### Task objective:
All lines from the opening of the data to the line containing "--surface:#171b24; --page:#242831; --text:#f1f3f6;" must be returned unchanged, and only those lines.

--- --- ---

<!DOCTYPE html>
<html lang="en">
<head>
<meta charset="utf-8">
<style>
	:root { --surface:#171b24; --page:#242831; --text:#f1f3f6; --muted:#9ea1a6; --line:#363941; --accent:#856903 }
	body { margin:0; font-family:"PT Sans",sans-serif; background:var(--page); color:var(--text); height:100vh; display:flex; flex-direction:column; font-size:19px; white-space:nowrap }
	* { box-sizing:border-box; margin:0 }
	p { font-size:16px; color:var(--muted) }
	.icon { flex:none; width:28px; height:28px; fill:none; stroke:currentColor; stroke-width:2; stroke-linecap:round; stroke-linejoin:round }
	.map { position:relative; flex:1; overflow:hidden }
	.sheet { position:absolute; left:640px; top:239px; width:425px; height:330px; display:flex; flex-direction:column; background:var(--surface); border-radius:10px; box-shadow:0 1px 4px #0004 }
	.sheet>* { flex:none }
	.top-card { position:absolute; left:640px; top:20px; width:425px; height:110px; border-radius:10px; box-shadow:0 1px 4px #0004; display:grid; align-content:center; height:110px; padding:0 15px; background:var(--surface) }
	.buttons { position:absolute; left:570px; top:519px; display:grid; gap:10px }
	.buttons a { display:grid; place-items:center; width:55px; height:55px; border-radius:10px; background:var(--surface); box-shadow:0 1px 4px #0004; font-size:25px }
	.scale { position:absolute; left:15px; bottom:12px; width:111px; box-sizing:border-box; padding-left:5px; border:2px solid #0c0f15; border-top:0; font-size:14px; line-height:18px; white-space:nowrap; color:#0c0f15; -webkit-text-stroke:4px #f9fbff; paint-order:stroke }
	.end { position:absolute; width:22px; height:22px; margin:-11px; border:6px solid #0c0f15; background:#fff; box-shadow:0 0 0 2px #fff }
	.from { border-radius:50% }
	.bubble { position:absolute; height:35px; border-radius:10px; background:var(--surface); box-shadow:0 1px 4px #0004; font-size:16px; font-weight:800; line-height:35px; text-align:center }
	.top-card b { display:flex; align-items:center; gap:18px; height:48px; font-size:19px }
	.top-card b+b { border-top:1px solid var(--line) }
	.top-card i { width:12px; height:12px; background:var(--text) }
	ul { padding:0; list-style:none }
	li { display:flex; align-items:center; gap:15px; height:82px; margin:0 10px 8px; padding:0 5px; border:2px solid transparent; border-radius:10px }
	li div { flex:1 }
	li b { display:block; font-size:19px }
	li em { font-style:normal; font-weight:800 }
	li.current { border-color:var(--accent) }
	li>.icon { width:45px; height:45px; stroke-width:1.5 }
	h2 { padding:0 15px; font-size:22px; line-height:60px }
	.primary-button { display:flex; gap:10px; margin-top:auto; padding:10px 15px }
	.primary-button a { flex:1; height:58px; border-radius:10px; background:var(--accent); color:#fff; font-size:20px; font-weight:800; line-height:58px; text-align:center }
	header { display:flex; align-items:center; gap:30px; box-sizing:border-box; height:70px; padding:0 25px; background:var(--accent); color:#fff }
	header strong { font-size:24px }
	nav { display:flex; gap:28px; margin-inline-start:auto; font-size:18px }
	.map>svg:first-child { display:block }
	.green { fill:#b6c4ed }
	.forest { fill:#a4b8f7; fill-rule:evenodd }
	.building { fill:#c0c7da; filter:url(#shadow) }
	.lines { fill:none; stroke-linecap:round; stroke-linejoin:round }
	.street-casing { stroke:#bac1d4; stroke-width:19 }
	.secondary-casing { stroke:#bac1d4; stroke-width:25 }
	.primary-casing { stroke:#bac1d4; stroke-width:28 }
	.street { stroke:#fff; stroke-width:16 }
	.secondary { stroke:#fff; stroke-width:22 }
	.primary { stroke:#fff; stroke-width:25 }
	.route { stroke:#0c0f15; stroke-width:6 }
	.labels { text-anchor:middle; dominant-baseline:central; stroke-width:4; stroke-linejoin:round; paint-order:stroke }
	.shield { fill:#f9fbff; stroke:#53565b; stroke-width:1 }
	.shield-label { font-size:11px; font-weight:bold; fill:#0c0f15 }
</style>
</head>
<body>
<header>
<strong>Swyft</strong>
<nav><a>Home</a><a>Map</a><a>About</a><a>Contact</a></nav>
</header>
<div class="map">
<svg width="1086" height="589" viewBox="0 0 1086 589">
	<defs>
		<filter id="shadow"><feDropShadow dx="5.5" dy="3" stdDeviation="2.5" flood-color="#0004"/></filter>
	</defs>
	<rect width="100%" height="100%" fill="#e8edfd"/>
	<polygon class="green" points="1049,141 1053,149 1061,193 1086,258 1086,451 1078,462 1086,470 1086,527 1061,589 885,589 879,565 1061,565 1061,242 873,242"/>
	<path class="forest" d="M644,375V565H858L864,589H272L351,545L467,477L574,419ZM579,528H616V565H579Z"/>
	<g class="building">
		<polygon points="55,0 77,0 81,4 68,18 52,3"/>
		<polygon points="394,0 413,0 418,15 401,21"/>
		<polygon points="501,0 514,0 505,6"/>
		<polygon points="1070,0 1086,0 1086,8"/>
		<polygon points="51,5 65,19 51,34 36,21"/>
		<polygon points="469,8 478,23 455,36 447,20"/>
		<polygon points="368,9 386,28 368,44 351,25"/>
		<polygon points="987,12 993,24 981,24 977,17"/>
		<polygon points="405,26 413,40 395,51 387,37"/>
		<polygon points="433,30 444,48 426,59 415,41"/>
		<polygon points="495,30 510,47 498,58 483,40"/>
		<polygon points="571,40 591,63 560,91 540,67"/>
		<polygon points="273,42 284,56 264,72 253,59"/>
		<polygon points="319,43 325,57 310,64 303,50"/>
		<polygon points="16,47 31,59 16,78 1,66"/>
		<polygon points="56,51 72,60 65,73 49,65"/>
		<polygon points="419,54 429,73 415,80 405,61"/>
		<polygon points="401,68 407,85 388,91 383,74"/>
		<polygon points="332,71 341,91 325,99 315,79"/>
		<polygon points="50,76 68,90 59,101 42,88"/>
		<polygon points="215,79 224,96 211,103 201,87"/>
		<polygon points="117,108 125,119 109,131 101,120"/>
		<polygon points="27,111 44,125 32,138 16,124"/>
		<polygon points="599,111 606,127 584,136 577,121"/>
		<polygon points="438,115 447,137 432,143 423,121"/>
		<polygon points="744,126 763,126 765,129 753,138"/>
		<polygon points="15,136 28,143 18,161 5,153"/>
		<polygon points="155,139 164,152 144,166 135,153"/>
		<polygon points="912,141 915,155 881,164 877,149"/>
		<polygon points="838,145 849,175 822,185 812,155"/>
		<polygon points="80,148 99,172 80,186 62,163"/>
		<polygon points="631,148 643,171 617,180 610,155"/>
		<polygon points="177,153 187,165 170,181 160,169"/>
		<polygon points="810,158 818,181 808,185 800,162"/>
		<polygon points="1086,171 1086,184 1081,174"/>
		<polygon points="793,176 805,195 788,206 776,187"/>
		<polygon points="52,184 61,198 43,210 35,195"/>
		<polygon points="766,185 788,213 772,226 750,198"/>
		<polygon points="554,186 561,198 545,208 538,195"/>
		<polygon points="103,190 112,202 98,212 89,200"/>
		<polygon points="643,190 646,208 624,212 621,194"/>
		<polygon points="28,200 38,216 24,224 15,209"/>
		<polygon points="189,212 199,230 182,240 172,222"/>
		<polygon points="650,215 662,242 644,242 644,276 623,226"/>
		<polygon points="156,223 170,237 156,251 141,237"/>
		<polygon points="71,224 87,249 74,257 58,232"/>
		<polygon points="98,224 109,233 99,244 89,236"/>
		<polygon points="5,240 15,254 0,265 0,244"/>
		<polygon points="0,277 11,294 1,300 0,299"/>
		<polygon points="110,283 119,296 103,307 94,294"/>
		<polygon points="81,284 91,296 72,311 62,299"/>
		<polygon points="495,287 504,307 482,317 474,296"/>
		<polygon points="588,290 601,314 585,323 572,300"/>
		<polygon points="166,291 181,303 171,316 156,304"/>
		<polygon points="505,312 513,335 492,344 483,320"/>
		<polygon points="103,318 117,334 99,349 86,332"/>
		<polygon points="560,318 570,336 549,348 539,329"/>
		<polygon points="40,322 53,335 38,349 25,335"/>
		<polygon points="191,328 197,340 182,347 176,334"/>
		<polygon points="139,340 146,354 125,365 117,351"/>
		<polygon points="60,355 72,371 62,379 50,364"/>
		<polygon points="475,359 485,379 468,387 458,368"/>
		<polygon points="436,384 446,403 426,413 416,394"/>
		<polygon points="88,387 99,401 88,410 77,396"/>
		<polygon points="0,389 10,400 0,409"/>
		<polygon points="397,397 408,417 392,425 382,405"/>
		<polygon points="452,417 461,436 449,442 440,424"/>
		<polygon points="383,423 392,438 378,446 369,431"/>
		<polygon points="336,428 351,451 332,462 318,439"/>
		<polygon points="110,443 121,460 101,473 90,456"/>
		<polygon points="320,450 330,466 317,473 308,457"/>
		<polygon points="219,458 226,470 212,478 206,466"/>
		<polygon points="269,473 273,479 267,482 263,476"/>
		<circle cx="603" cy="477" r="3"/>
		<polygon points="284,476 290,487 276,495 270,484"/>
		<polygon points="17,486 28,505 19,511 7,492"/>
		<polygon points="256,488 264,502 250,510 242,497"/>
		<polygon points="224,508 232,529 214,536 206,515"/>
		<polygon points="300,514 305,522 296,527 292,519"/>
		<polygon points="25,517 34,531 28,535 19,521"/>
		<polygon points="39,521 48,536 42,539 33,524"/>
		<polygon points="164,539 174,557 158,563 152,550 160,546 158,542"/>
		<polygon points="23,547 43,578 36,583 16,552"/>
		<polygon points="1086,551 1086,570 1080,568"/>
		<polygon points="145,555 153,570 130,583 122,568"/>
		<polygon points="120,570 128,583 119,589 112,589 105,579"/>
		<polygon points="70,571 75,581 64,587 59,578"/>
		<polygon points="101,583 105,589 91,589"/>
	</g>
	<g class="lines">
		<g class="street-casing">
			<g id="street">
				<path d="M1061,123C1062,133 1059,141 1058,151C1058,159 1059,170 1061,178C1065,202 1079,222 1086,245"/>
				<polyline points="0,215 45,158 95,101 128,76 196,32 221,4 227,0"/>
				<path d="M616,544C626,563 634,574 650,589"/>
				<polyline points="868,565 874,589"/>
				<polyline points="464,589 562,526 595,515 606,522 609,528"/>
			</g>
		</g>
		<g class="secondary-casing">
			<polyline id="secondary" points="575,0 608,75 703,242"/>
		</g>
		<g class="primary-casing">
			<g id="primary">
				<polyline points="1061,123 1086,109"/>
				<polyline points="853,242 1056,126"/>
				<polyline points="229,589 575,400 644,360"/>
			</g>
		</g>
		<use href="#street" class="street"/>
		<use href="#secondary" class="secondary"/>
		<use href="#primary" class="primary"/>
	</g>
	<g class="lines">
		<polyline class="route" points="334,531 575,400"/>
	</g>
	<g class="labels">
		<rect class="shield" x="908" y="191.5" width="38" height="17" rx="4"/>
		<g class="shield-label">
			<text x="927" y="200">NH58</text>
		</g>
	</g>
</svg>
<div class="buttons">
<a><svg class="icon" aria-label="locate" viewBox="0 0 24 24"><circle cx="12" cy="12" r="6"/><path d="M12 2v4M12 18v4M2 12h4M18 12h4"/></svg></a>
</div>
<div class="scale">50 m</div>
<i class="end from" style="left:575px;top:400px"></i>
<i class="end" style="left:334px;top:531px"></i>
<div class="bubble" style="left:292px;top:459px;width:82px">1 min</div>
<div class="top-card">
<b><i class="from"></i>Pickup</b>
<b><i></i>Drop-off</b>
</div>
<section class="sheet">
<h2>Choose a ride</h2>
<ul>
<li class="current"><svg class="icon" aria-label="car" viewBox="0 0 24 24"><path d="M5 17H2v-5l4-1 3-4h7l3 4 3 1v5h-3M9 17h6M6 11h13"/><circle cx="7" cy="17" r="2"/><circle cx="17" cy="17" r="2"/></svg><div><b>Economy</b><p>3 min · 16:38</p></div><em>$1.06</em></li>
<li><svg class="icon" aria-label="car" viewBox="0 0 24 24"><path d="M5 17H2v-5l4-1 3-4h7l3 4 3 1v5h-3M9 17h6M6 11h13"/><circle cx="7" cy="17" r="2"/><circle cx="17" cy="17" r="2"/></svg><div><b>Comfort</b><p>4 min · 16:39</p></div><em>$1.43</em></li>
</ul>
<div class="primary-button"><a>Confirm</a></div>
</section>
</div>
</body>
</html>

--- --- ---

### Output:
<!DOCTYPE html>
<html lang="en">
<head>
<meta charset="utf-8">
<style>
	:root { --surface:#171b24; --page:#242831; --text:#f1f3f6; --muted:#9ea1a6; --line:#363941; --accent:#856903 }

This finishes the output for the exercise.